Upload Items
  • 18 Dec 2024
  • Dark
    Light
  • PDF

Upload Items

  • Dark
    Light
  • PDF

Article summary

With Dataloop, you can upload data directly into Dataloop's storage or syncing data from external cloud storage sources.

Uploading Data into Dataloop's Storage

Users can directly upload their data files, datasets, or other relevant information into Dataloop's storage infrastructure. This process typically involves selecting the files or data to be uploaded and initiating the upload through Dataloop's user interface or SDK.

File System option for Datasets

When using the File system option for Datasets, files' binaries are uploaded and stored on the Dataloop storage (GCP hosted).

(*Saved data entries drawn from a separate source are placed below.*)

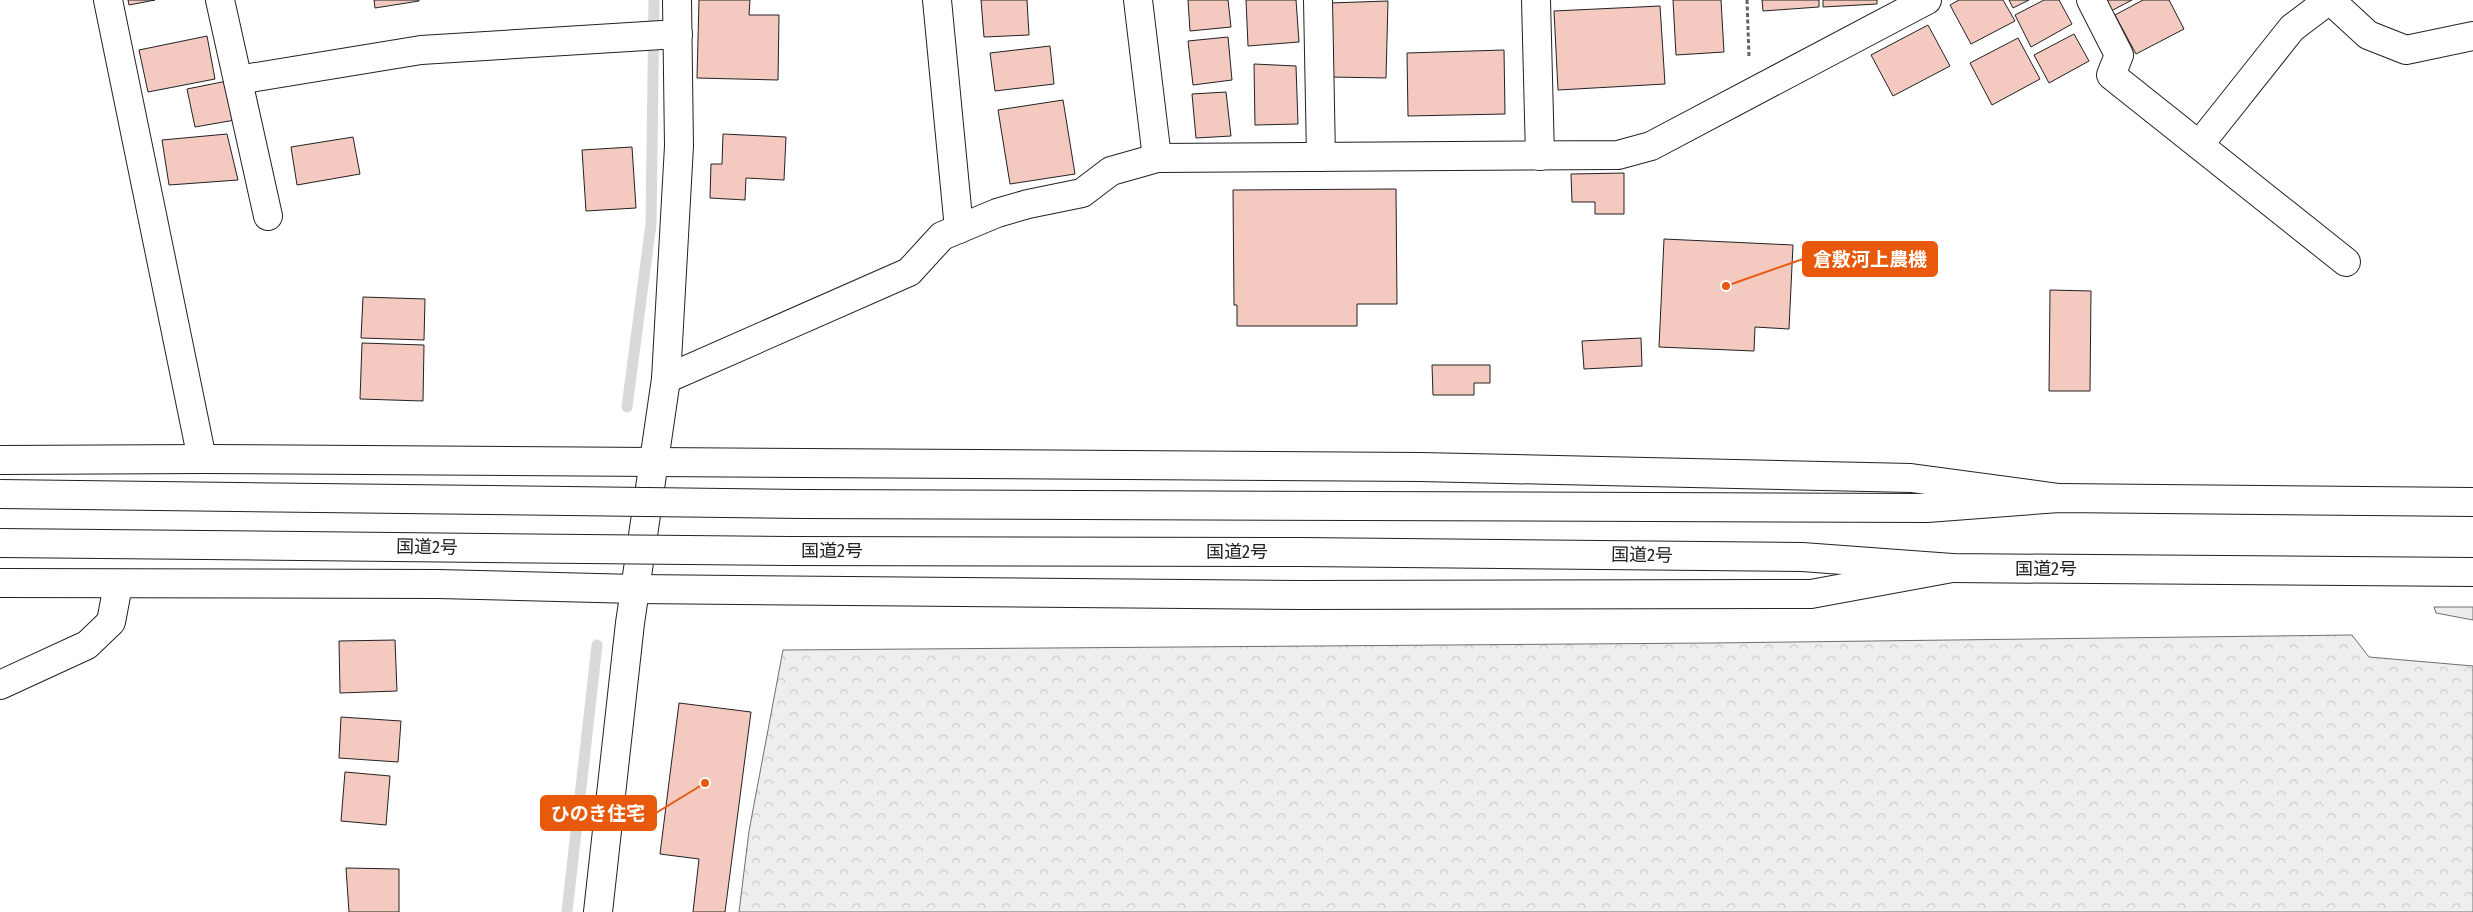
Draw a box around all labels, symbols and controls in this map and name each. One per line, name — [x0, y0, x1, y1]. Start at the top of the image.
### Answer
callout: 倉敷河上農機 — [1803, 242, 1937, 276]
text: 倉敷河上農機 — [1813, 248, 1927, 271]
street label: 国道2号 — [396, 535, 458, 559]
street label: 国道2号 — [801, 540, 863, 562]
street label: 国道2号 — [1206, 541, 1268, 563]
street label: 国道2号 — [1611, 543, 1673, 567]
street label: 国道2号 — [2015, 558, 2077, 580]
callout: ひのき住宅 — [541, 796, 656, 830]
text: ひのき住宅 — [551, 802, 645, 825]

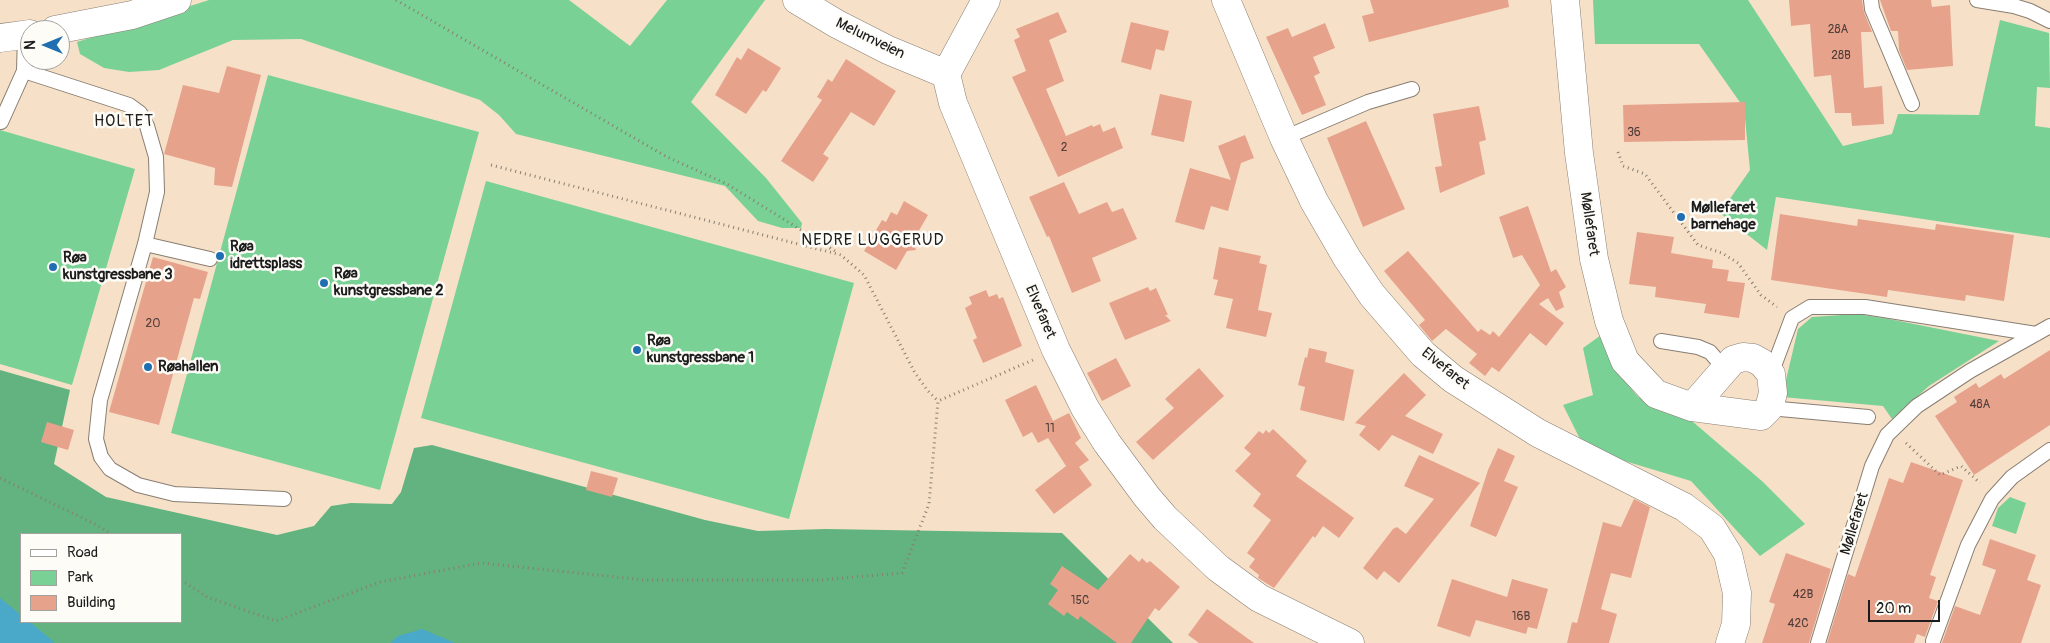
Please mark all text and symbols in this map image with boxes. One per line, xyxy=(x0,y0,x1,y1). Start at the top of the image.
street label: Melumveien xyxy=(833,15,907,63)
north arrow xyxy=(20,20,70,70)
house number: 28A xyxy=(1828,23,1848,37)
text: N xyxy=(22,40,39,50)
house number: 28B xyxy=(1831,49,1851,63)
district label: HOLTET xyxy=(93,112,155,132)
house number: 36 xyxy=(1627,126,1641,140)
house number: 2 xyxy=(1061,141,1067,155)
street label: Møllefaret xyxy=(1576,191,1602,257)
place label: Møllefaret barnehage xyxy=(1691,199,1756,234)
marker: Møllefaret barnehage xyxy=(1675,211,1687,223)
district label: NEDRE LUGGERUD xyxy=(800,231,946,251)
place label: Røa idrettsplass xyxy=(230,238,302,273)
place label: Røa kunstgressbane 3 xyxy=(63,249,173,284)
marker: Røa idrettsplass xyxy=(214,250,226,262)
marker: Røa kunstgressbane 3 xyxy=(47,261,59,273)
place label: Røa kunstgressbane 2 xyxy=(334,265,444,300)
marker: Røa kunstgressbane 2 xyxy=(318,277,330,289)
street label: Elvefaret xyxy=(1021,282,1059,342)
house number: 20 xyxy=(146,317,160,331)
place label: Røa kunstgressbane 1 xyxy=(647,332,754,367)
marker: Røa kunstgressbane 1 xyxy=(631,344,643,356)
street label: Elvefaret xyxy=(1417,344,1473,394)
place label: Røahallen xyxy=(158,358,218,376)
marker: Røahallen xyxy=(142,361,154,373)
house number: 48A xyxy=(1970,398,1990,412)
house number: 11 xyxy=(1045,422,1055,436)
street label: Møllefaret xyxy=(1837,491,1873,557)
legend xyxy=(20,533,182,623)
text: Road xyxy=(67,543,98,562)
text: Park xyxy=(67,568,93,587)
house number: 42B xyxy=(1793,588,1813,602)
scale bar xyxy=(1870,590,1942,622)
text: Building xyxy=(67,593,115,612)
house number: 15C xyxy=(1071,594,1089,608)
text: 20 m xyxy=(1876,599,1911,618)
house number: 16B xyxy=(1512,610,1530,624)
house number: 42C xyxy=(1787,617,1809,631)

To upload files to your dataset:

  1. In the Dashboard page, go to the Data-management widget and find the dataset.
  2. Click the Upload Items icon. Alternatively, when in the Dataset-browser, click the Upload Items icon.
  3. Select either Upload file or Upload folder from the list if you need to upload individual files or entire folders.
  4. Find the file or folder and click Upload. A confirmation message is displayed.
Browser upload limits

A browser crash or halt is possible while attempting to upload one or more files larger than 1 GB and more than 100 folders, since browsers are not designed to manage the upload process. Your computer's configuration and Internet connection can affect the precise number. To upload many files and folders, use the SDK as detailed in the Upload and Manage Data & Metadata tutorial.


Syncing Data from External Cloud Storage Driver

Dataloop provides the capability to synchronize data from external cloud storage platforms. Users can connect their Dataloop accounts with popular cloud storage services such as Amazon S3, Google Cloud Storage, or Microsoft Azure, and seamlessly transfer data between these platforms and Dataloop.

Syncing data allows users to leverage existing data stored in external cloud services within the Dataloop environment, enabling them to centralize and manage all their data in one place.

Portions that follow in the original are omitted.